Following the carnage at Kabul’s airport, the United States is on high alert for further ISIS attacks

On Friday, U.S. forces assisting in the evacuation of Afghans fleeing Taliban rule were on high alert for further attacks after at least one Islamic State suicide bomber killed 85 people, including 13 U.S. soldiers, outside Kabul airport.

According to witnesses, two explosions and gunfire shook the area outside the airport on Thursday evening. Afghan journalists captured video of dozens of bodies strewn around a canal on the airport’s outskirts.

According to a health official and a Taliban official, the death toll in Afghanistan has risen to 72, including 28 Taliban members, though a Taliban spokesman later denied that any of their fighters guarding the airport perimeter had been killed.

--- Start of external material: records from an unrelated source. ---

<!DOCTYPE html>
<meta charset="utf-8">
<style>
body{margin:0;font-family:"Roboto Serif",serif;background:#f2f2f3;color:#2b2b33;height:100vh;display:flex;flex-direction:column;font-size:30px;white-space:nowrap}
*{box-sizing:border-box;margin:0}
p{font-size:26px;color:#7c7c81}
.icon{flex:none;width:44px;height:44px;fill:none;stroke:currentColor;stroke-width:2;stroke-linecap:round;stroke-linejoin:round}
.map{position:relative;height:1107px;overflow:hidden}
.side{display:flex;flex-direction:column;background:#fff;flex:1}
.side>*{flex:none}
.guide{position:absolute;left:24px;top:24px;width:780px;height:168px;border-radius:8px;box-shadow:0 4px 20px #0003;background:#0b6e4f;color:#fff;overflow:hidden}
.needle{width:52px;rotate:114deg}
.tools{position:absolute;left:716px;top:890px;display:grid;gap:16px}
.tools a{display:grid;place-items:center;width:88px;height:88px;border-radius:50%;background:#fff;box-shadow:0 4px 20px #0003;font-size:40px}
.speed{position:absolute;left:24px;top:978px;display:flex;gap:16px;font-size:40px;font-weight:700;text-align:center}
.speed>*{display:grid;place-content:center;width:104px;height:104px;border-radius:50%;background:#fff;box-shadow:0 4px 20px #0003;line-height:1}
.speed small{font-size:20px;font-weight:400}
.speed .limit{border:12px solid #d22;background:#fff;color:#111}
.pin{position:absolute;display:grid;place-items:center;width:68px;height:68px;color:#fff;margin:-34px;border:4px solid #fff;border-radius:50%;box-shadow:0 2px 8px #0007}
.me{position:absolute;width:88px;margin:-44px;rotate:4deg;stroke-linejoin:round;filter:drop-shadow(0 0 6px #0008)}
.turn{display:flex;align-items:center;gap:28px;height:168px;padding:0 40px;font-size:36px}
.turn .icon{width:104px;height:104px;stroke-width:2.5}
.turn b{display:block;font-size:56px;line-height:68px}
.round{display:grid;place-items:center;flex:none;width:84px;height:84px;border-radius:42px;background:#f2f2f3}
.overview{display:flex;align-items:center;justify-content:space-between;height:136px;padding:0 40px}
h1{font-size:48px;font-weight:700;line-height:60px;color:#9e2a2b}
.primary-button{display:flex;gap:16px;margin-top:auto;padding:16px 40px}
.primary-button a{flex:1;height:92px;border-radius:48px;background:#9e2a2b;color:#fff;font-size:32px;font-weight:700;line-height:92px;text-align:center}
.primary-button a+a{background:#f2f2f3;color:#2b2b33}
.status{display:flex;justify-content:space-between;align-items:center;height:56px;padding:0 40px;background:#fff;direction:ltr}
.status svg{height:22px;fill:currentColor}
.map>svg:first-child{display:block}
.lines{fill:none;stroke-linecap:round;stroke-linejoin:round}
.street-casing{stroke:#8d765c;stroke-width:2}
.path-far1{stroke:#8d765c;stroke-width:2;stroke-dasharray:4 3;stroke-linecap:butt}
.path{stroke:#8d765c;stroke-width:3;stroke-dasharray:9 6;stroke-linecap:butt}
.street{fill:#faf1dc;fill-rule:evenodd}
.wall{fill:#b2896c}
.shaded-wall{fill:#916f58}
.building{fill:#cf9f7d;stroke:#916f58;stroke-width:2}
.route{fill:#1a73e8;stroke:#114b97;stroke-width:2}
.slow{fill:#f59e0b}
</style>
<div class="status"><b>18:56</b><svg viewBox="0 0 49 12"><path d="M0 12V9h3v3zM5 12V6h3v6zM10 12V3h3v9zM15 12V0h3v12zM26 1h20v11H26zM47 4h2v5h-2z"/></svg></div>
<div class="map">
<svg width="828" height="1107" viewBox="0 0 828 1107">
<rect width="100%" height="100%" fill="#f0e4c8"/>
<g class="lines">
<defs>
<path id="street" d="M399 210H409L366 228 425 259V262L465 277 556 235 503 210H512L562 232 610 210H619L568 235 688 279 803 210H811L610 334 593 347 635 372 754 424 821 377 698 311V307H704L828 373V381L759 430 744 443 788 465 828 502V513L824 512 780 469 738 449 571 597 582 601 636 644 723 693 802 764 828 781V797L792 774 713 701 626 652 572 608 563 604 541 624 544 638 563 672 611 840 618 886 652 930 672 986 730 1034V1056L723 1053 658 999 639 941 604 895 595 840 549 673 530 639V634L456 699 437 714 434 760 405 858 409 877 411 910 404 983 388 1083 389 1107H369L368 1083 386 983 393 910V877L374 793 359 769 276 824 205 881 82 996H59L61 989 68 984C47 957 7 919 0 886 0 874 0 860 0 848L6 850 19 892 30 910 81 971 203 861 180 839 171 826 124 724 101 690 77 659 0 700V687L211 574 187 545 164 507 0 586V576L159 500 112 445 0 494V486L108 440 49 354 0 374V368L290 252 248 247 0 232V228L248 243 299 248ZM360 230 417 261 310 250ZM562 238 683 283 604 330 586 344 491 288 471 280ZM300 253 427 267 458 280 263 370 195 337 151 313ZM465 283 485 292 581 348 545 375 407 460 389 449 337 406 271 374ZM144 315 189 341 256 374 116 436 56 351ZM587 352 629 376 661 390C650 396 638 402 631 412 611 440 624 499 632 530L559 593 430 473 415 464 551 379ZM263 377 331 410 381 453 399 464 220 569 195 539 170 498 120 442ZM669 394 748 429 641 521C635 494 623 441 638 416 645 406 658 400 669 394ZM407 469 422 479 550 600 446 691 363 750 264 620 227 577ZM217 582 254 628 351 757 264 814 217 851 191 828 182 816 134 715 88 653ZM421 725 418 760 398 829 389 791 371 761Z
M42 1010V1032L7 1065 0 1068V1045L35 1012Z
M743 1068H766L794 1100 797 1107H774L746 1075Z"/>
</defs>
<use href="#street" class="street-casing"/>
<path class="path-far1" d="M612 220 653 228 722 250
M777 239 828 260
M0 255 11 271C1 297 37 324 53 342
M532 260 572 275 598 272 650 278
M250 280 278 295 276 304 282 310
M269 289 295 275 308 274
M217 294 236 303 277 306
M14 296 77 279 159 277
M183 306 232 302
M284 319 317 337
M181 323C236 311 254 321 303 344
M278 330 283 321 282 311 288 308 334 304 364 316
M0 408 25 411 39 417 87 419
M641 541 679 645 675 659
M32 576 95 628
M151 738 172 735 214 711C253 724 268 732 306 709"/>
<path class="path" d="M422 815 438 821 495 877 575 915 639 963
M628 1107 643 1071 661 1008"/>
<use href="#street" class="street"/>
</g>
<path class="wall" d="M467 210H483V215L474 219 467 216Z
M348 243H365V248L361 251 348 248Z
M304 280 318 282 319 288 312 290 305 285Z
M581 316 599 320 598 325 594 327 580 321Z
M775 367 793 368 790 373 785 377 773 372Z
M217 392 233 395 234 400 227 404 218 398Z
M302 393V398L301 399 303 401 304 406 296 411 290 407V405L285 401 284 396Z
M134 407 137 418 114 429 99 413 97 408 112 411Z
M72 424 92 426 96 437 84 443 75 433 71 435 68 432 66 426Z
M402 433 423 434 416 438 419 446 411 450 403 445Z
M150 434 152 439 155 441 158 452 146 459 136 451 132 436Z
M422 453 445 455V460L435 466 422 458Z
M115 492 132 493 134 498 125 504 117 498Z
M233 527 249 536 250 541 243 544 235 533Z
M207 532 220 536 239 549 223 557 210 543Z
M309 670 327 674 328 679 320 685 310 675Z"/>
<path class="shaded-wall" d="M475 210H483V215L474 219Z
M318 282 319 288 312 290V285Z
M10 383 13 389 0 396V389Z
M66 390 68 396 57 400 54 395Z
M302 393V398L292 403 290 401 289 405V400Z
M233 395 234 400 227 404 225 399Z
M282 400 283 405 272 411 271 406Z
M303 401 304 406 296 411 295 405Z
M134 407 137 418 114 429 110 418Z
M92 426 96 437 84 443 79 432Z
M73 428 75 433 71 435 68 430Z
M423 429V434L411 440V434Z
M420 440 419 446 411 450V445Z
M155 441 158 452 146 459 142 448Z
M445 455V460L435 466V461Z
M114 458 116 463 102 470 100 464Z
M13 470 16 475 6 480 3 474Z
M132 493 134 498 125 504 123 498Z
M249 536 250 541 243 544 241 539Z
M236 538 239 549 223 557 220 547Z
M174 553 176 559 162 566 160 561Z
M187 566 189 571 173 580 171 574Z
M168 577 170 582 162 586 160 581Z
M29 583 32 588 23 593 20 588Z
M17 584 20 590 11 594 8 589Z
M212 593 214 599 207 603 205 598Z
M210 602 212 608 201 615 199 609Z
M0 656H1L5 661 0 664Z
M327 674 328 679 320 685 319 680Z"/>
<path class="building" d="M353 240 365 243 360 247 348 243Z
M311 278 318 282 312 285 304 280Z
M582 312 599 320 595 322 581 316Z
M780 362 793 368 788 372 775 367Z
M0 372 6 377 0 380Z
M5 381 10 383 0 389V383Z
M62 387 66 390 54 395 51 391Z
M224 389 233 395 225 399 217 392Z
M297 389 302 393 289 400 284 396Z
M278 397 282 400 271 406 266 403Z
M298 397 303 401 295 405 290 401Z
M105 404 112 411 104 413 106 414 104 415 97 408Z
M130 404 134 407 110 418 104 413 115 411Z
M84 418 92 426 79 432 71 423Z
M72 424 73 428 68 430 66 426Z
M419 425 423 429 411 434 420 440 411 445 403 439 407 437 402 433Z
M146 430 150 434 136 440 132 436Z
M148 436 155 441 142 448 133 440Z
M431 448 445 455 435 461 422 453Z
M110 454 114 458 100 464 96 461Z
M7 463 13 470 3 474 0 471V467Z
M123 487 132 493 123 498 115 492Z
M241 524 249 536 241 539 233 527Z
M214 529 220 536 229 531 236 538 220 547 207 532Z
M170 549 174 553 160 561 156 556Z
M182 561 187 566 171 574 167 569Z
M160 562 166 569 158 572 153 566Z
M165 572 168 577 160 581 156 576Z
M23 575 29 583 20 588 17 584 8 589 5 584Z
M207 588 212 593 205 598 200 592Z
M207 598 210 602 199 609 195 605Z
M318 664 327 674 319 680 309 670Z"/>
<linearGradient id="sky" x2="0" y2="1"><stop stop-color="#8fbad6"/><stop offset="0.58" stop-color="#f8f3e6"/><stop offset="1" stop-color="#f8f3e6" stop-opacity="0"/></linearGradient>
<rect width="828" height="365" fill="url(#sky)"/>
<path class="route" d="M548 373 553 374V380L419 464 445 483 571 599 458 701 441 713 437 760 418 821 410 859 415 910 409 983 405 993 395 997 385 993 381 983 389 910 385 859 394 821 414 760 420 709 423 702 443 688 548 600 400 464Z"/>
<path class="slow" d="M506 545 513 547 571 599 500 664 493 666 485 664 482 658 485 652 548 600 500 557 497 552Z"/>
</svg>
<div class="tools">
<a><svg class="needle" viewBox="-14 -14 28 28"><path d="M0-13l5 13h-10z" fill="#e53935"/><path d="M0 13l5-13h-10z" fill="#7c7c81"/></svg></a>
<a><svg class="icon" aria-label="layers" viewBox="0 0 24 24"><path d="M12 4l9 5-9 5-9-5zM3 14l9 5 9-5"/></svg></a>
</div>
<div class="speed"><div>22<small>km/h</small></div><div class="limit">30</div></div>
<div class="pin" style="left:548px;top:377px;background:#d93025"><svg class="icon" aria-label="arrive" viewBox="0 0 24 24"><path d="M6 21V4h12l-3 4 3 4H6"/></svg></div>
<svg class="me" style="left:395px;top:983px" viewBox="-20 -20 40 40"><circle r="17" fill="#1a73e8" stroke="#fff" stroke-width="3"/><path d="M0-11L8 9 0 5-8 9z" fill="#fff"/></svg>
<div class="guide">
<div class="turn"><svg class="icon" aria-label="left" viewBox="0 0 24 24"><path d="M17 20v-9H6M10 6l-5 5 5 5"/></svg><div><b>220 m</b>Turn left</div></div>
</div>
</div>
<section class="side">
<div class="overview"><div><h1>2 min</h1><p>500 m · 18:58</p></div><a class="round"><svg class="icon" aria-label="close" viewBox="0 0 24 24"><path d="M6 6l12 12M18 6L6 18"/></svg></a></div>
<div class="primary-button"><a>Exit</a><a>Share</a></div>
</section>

The US military said 13 service members were killed and 18 were injured in what it called a complex attack.

The Islamic State (ISIS), a foe of both the Islamist Taliban and the West, claimed one of its suicide bombers targeted “translators and collaborators with the American army.”

It was unclear whether both explosions were caused by suicide bombers or by a planted bomb. It was also unclear whether ISIS gunmen were involved in the attack or whether the firing that followed the explosions was carried out by Taliban guards firing into the air to control crowds.

Officials in the United States vowed retaliation. General Frank McKenzie, commander of US Central Command, said US commanders were on the lookout for more Islamic State attacks, possibly involving rockets or car bombs aimed at the airport. “We’re doing everything we can to be ready,” he said, adding that intelligence was being shared with the Taliban and that “some attacks have been thwarted by them.”

US forces are rushing to complete their withdrawal from Afghanistan by the deadline set by President Joe Biden on August 31. He claims that the US has long since achieved its original goal of invading the country in 2001: to root out al Qaeda militants and prevent a repeat of the September 11, 2001 attacks on the US.

Biden stated that he had directed the Pentagon to devise a strategy for striking ISIS-K, the Islamic State affiliate that claimed responsibility. “We are not going to forgive. We will not be forgotten. We’ll track you down and make you pay “Biden stated this during televised remarks from the White House.

DIFFICULT

Following the attack, video showed corpses in a waste water canal near the airport fence, some of which were fished out and laid in heaps while wailing civilians searched for loved ones. “I saw bodies and body parts flying through the air like a tornado blowing plastic bags,” one Afghan witness remarked. “That small amount of water flowing through the sewage canal had turned into blood.”

According to witnesses, Taliban guards barred access to the airport on Friday. “We had a flight, but the situation is very difficult, and the roads are blocked,” one man said on an airport approach road.

British Defence Secretary Ben Wallace said the threat of attacks would grow as Western troops neared the end of the massive airlift and departure. “The narrative will always be that as we leave, certain groups like ISIS will want to stake a claim that they have driven out the United States or the United Kingdom,” Wallace told Sky News. He also vowed to take action against ISIS wherever it appears.

ISIS-K was initially confined to areas near the Pakistani border, but has since established a second front in the country’s north. According to the Combating Terrorism Centre at West Point, ISIS-K consists of Pakistanis from other militant groups as well as Uzbek extremists in addition to Afghans.

Western countries are concerned that the Taliban, who once sheltered Osama bin Laden’s al Qaeda before being deposed by the US-led invasion of Afghanistan in 2001, will allow them to return to power.

Afghanistan will once again become a haven for militants. The Taliban have stated that they will not allow terrorists to use their country.

Despite the threat of further attacks, the US will continue with evacuations, McKenzie said, noting that there were still about 1,000 US citizens in Afghanistan.

According to a Western security official inside the airport, the pace of flights picked up on Friday, and American passport holders were allowed to enter the airport compound.

Western countries have airlifted nearly 100,000 people in the last 12 days. They acknowledge, however, that thousands of people will be left behind when the last US troops leave at the end of the month.

Concerns are growing that the remaining population will face a humanitarian crisis as the coronavirus spreads and food and medical supplies become scarce.

The World Health Organization stated that it hoped to establish an air bridge into the northern city of Mazar-i-Sharif with the assistance of Pakistani authorities in order to bring medical supplies in.